__About this exercise__.
In the entries below, return only the line containing "I am building" and those after it, exactly, through the last line.

(Records from a dataset)

_____

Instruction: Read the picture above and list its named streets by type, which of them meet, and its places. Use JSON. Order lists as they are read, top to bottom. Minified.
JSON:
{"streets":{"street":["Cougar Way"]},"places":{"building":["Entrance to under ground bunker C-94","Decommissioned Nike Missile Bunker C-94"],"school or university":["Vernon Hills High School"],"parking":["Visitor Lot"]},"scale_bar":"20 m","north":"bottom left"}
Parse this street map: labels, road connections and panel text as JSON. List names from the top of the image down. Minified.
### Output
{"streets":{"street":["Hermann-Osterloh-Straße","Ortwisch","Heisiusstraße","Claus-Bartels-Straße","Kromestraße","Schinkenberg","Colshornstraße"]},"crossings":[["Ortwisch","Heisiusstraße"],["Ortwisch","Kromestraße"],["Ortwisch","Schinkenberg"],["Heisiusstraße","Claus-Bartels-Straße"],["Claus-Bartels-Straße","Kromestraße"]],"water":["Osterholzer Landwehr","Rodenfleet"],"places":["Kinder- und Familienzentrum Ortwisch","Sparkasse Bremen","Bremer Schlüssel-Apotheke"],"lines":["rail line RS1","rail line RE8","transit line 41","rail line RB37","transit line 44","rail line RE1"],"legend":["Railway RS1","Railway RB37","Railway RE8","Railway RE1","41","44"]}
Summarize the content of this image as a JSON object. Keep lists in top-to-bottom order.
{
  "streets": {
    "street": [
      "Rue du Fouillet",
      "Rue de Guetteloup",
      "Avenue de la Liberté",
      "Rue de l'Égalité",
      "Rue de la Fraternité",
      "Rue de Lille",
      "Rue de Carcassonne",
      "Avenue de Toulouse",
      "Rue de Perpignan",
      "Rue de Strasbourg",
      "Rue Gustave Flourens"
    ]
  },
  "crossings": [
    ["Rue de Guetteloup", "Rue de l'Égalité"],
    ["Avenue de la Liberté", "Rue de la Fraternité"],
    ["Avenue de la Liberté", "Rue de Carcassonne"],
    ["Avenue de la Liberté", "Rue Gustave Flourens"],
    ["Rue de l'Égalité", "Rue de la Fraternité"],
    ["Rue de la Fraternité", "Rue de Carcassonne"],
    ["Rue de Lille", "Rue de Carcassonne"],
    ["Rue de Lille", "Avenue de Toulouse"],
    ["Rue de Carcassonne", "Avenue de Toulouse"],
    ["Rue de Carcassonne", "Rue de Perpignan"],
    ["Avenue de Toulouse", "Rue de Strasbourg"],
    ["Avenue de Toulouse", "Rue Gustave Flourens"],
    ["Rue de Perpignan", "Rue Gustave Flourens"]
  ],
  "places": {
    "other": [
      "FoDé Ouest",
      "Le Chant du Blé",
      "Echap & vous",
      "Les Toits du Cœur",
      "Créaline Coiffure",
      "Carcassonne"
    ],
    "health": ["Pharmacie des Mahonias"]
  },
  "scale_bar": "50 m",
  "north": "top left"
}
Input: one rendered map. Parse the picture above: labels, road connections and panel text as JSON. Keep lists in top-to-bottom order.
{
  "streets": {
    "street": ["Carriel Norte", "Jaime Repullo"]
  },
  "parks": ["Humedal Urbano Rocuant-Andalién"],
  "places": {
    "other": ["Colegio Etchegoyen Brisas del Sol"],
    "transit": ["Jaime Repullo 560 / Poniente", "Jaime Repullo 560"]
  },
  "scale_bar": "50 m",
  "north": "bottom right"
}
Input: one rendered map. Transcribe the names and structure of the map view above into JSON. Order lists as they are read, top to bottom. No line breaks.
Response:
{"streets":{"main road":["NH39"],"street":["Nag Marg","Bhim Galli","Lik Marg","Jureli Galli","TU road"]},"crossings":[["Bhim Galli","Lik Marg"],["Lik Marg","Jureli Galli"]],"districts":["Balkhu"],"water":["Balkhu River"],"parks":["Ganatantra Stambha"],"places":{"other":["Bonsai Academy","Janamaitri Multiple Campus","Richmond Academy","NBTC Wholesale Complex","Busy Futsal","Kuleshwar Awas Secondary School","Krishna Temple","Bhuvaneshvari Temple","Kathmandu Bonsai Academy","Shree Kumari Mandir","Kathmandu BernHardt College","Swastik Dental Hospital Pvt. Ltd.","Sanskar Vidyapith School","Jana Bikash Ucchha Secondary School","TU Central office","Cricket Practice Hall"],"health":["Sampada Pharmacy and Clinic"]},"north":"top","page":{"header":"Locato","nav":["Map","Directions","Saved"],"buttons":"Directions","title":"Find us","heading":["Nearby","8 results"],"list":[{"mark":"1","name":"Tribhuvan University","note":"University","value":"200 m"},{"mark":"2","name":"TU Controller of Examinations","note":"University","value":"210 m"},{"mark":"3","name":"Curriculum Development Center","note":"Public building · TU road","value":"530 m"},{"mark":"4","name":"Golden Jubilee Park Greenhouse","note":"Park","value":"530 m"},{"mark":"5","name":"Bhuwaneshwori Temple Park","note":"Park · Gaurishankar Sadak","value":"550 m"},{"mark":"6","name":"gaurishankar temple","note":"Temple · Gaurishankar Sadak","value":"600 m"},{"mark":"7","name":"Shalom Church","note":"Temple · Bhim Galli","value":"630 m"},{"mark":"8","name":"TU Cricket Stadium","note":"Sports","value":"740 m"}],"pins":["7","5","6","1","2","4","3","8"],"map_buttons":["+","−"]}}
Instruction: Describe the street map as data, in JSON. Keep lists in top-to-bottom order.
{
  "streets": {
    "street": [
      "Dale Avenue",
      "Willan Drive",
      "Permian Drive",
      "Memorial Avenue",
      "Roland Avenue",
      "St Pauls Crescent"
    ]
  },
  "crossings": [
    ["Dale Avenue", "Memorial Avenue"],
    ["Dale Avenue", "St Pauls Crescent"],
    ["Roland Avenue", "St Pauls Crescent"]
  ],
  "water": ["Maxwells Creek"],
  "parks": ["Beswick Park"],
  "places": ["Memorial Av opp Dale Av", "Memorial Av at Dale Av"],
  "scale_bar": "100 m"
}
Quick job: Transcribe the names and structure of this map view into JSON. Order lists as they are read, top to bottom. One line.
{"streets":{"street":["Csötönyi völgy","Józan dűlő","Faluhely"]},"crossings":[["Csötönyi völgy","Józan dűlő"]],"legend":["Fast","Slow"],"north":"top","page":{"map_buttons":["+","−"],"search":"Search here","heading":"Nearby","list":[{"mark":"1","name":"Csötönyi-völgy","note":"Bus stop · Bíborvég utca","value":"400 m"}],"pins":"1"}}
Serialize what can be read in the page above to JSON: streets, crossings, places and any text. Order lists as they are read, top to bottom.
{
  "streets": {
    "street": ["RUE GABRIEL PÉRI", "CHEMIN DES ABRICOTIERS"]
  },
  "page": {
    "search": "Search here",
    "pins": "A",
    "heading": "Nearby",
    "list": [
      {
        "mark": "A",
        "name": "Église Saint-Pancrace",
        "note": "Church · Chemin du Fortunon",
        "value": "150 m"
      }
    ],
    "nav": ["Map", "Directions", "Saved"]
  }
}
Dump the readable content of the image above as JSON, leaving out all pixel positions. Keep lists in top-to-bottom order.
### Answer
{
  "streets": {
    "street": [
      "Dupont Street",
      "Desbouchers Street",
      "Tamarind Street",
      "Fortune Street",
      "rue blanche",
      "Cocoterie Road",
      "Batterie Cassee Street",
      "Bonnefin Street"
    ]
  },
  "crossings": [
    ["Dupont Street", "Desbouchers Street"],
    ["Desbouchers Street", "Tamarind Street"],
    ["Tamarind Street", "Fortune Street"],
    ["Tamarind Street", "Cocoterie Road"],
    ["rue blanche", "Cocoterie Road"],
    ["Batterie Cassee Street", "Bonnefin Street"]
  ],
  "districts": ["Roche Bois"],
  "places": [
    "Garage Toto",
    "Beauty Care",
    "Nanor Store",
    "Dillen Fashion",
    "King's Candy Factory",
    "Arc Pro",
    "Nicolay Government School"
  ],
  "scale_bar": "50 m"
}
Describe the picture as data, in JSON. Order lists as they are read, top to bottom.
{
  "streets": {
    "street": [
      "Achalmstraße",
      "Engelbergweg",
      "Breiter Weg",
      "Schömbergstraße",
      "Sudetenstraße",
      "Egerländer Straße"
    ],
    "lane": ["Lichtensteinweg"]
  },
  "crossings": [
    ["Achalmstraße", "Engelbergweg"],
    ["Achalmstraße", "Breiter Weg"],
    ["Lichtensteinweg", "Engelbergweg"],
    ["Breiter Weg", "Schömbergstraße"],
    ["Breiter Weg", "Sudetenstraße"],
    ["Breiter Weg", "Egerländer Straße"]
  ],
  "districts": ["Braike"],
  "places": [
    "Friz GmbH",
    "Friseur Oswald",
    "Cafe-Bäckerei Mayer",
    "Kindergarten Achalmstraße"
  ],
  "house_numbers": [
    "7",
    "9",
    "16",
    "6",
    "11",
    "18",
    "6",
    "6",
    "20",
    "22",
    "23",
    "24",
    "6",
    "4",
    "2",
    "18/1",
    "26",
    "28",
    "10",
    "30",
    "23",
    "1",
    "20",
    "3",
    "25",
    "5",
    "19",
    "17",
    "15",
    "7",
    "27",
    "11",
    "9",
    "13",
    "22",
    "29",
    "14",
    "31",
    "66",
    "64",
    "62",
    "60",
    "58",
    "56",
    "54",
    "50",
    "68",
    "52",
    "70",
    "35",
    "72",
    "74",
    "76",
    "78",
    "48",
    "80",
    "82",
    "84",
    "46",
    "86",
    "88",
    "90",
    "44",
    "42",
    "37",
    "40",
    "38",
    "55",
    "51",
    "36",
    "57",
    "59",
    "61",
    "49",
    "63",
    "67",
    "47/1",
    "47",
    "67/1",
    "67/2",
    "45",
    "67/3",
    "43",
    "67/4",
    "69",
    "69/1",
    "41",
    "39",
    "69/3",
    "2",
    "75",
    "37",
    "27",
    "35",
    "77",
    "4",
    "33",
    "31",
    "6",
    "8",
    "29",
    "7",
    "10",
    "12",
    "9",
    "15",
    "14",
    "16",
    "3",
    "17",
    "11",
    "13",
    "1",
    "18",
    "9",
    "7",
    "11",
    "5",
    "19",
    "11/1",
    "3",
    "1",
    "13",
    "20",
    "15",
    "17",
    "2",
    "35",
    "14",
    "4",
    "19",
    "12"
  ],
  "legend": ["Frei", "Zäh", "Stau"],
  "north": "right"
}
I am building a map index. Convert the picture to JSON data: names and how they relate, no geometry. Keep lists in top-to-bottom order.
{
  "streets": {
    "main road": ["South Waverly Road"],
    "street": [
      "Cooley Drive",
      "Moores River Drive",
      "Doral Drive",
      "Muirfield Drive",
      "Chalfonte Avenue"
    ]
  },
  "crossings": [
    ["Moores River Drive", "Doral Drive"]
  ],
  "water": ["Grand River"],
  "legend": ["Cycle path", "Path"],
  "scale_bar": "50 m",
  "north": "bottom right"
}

_____

__Solved exercise__.
I am building a map index. Convert the picture to JSON data: names and how they relate, no geometry. Keep lists in top-to-bottom order.
{
  "streets": {
    "main road": ["South Waverly Road"],
    "street": [
      "Cooley Drive",
      "Moores River Drive",
      "Doral Drive",
      "Muirfield Drive",
      "Chalfonte Avenue"
    ]
  },
  "crossings": [
    ["Moores River Drive", "Doral Drive"]
  ],
  "water": ["Grand River"],
  "legend": ["Cycle path", "Path"],
  "scale_bar": "50 m",
  "north": "bottom right"
}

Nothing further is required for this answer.